Consider these my own “famous last words,” as they were very hard to write. Being a student at Franciscan was like holding a beautiful rose and admiring its goodness. Many times, more often than you can imagine, the thorns cut into me and made me bleed, sometimes just a drop or three, other times in a profuse flow. Right now, they pierce the surface, but I am not bleeding. I have accepted this as part of God’s plan for my life. The rose was still lovely in spite of the painful moments.
Seniors: All of us shared laughs late at night in our household common rooms or at campus events. We confided hardships between each other. Friendships were made and broken. Many fights took place and many tears were shed. Making this journey with you all, specifically, was an honor. I would not have done it with any other group of college seniors.
Freshmen: I imagine it feels bad that you had to go home so soon. Do not be upset. You have many more memories to make and friendships to forge. The next three years will (I pray) be normal for you. You can still join a household, go to Austria, date, join a club or do whatever you want to do.
Why did God permit this to occur? For what higher purpose is this happening? Was this, possibly, allowed as a punishment for some kind of evil ravaging our world?

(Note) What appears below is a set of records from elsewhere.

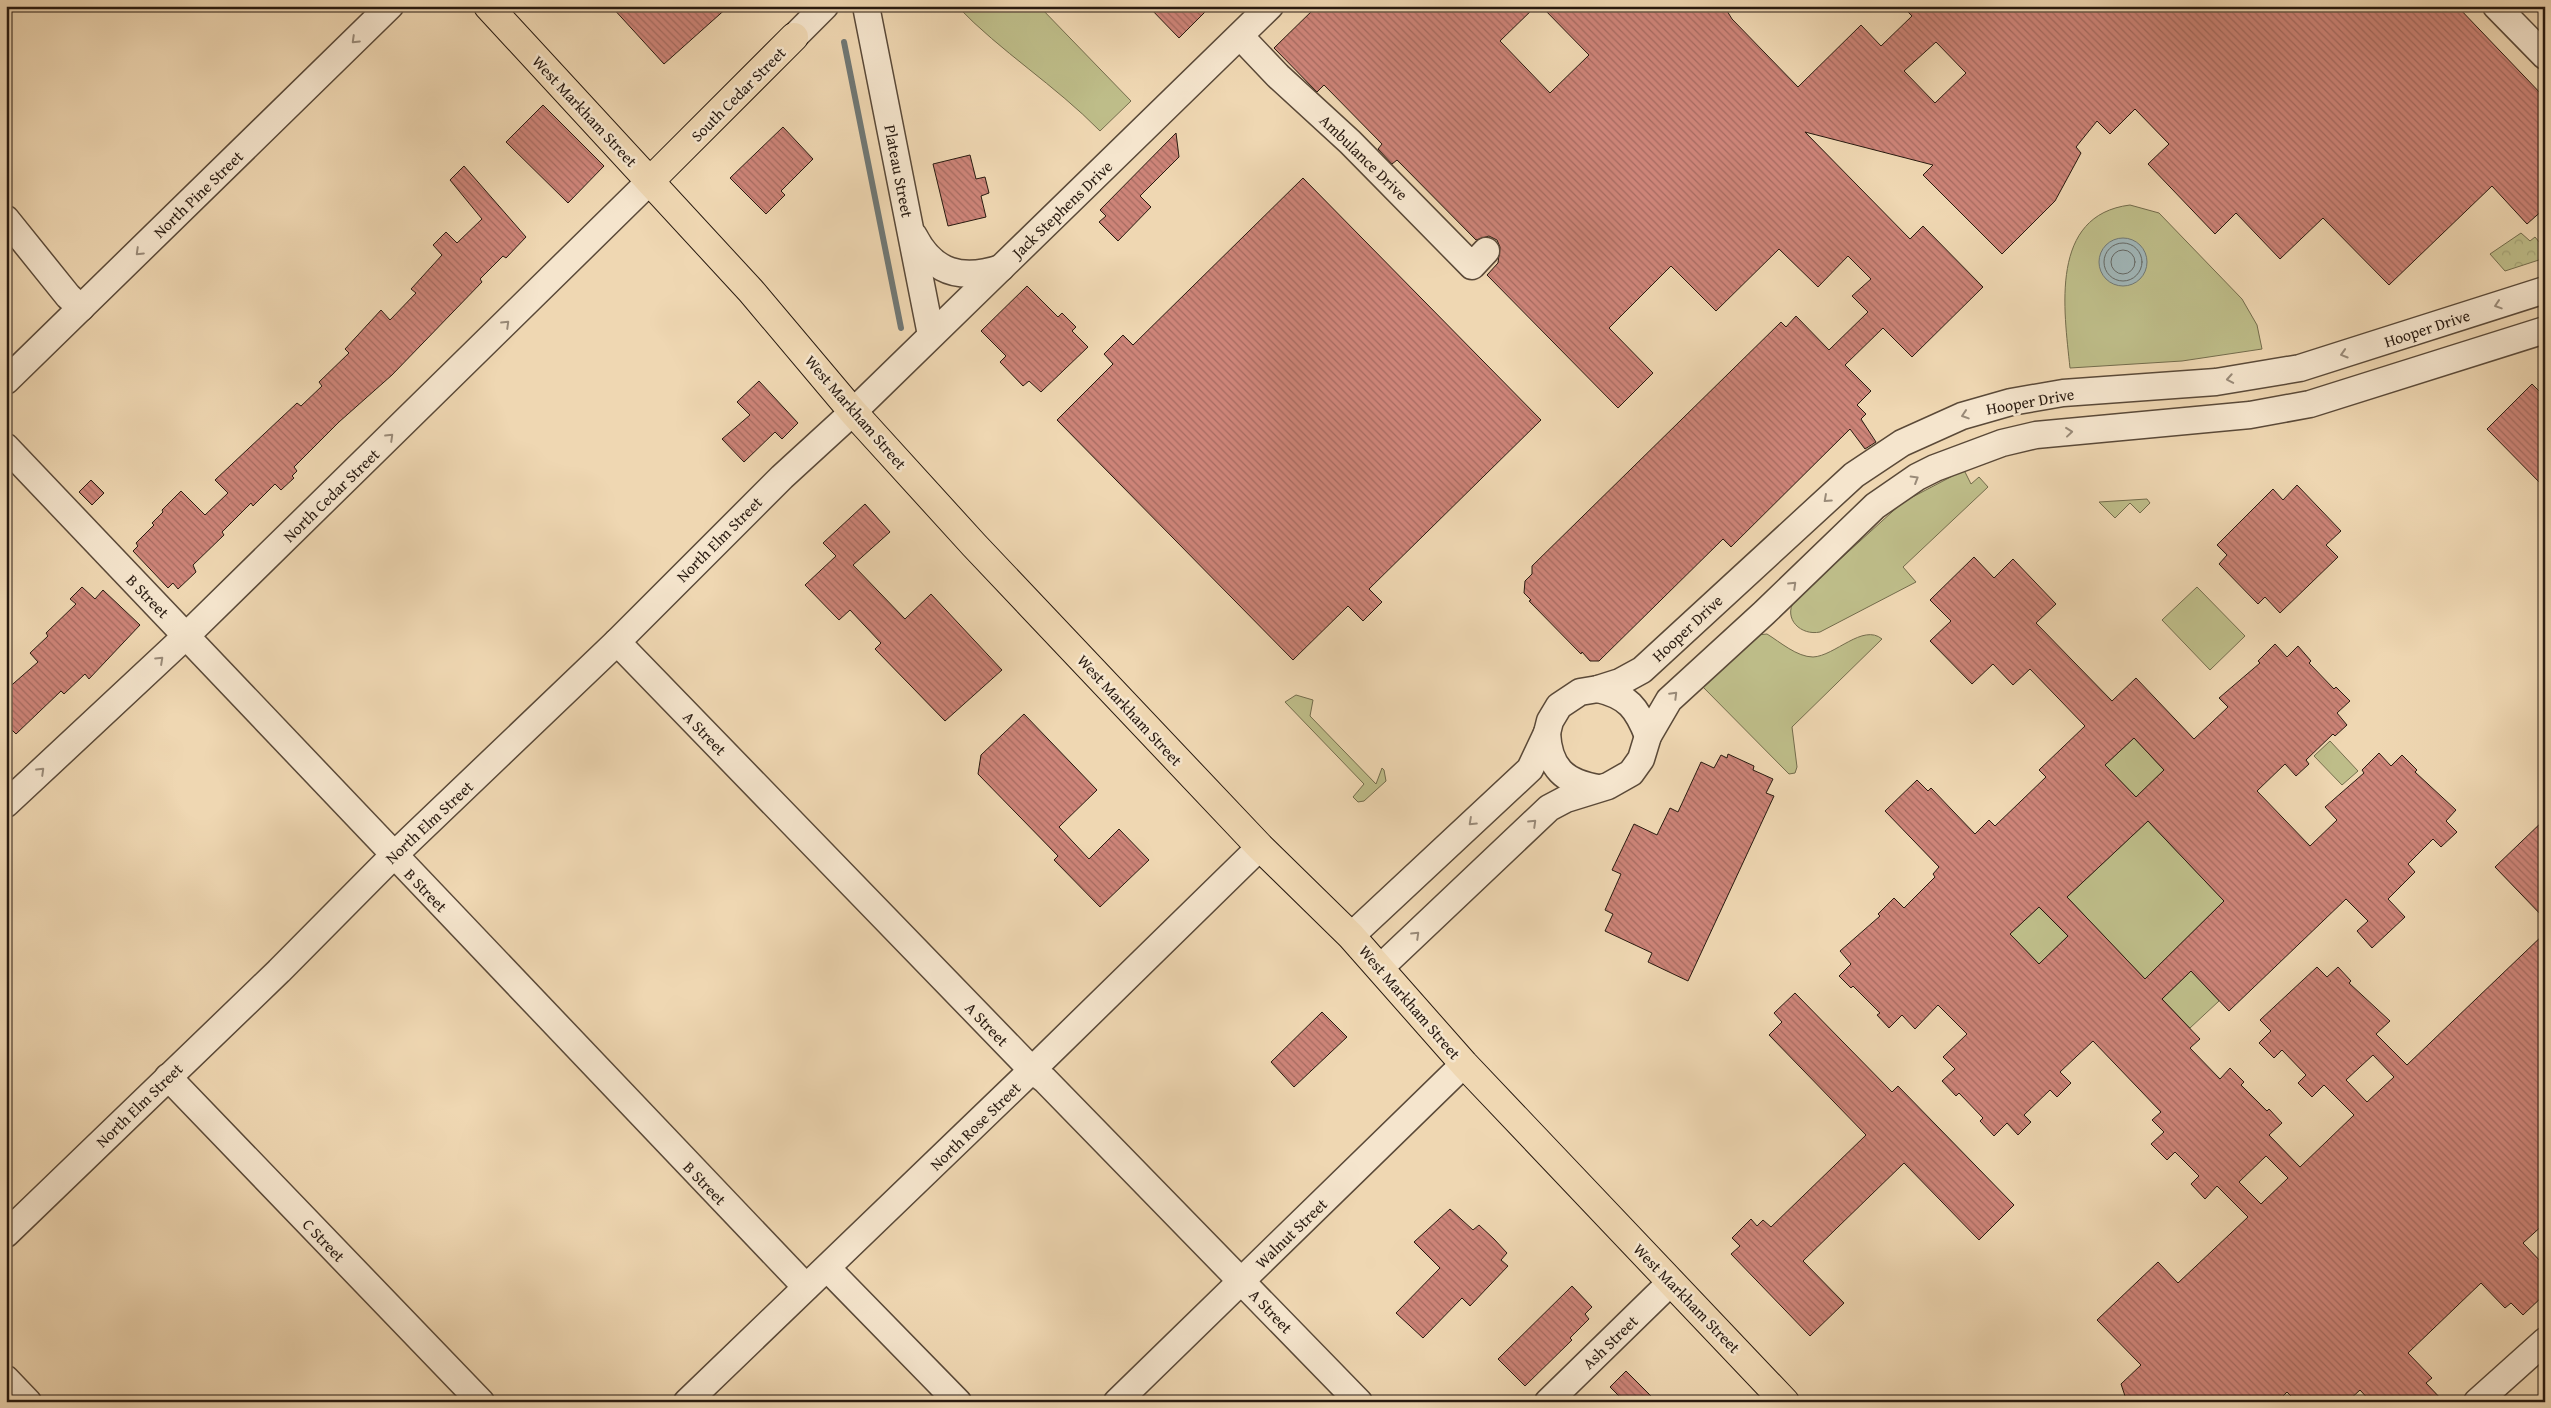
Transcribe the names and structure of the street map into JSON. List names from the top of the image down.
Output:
{
  "streets": {
    "main road": ["South Cedar Street", "West Markham Street"],
    "street": [
      "Ambulance Drive",
      "Plateau Street",
      "North Pine Street",
      "Jack Stephens Drive",
      "Hooper Drive",
      "North Cedar Street",
      "North Elm Street",
      "B Street",
      "A Street",
      "North Rose Street",
      "Walnut Street",
      "C Street",
      "Ash Street"
    ]
  },
  "crossings": [
    ["South Cedar Street", "West Markham Street"],
    ["South Cedar Street", "North Cedar Street"],
    ["West Markham Street", "Jack Stephens Drive"],
    ["West Markham Street", "Hooper Drive"],
    ["West Markham Street", "North Cedar Street"],
    ["West Markham Street", "North Elm Street"],
    ["West Markham Street", "North Rose Street"],
    ["West Markham Street", "Walnut Street"],
    ["West Markham Street", "Ash Street"],
    ["Ambulance Drive", "Jack Stephens Drive"],
    ["Plateau Street", "Jack Stephens Drive"],
    ["Jack Stephens Drive", "North Elm Street"],
    ["North Cedar Street", "B Street"],
    ["North Elm Street", "B Street"],
    ["North Elm Street", "A Street"],
    ["North Elm Street", "C Street"],
    ["B Street", "North Rose Street"],
    ["A Street", "North Rose Street"],
    ["A Street", "Walnut Street"]
  ],
  "one_way": ["North Pine Street", "North Cedar Street"]
}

How will I finish my thesis? Will this project be completed as normal, or will I scrap it? Can I coordinate a FaceTime study session with my study buddies in different time zones?
There are many questions hanging over our heads right now.
It is time to save questions for another day and close our eyes on this academic year. No matter where we go or where you are at right now or later, we will never feel like we had the right last words to cap off this year. Dream of how wonderful life will continue to be once this situation is over. You readers and this university will always be a part of me. Take care.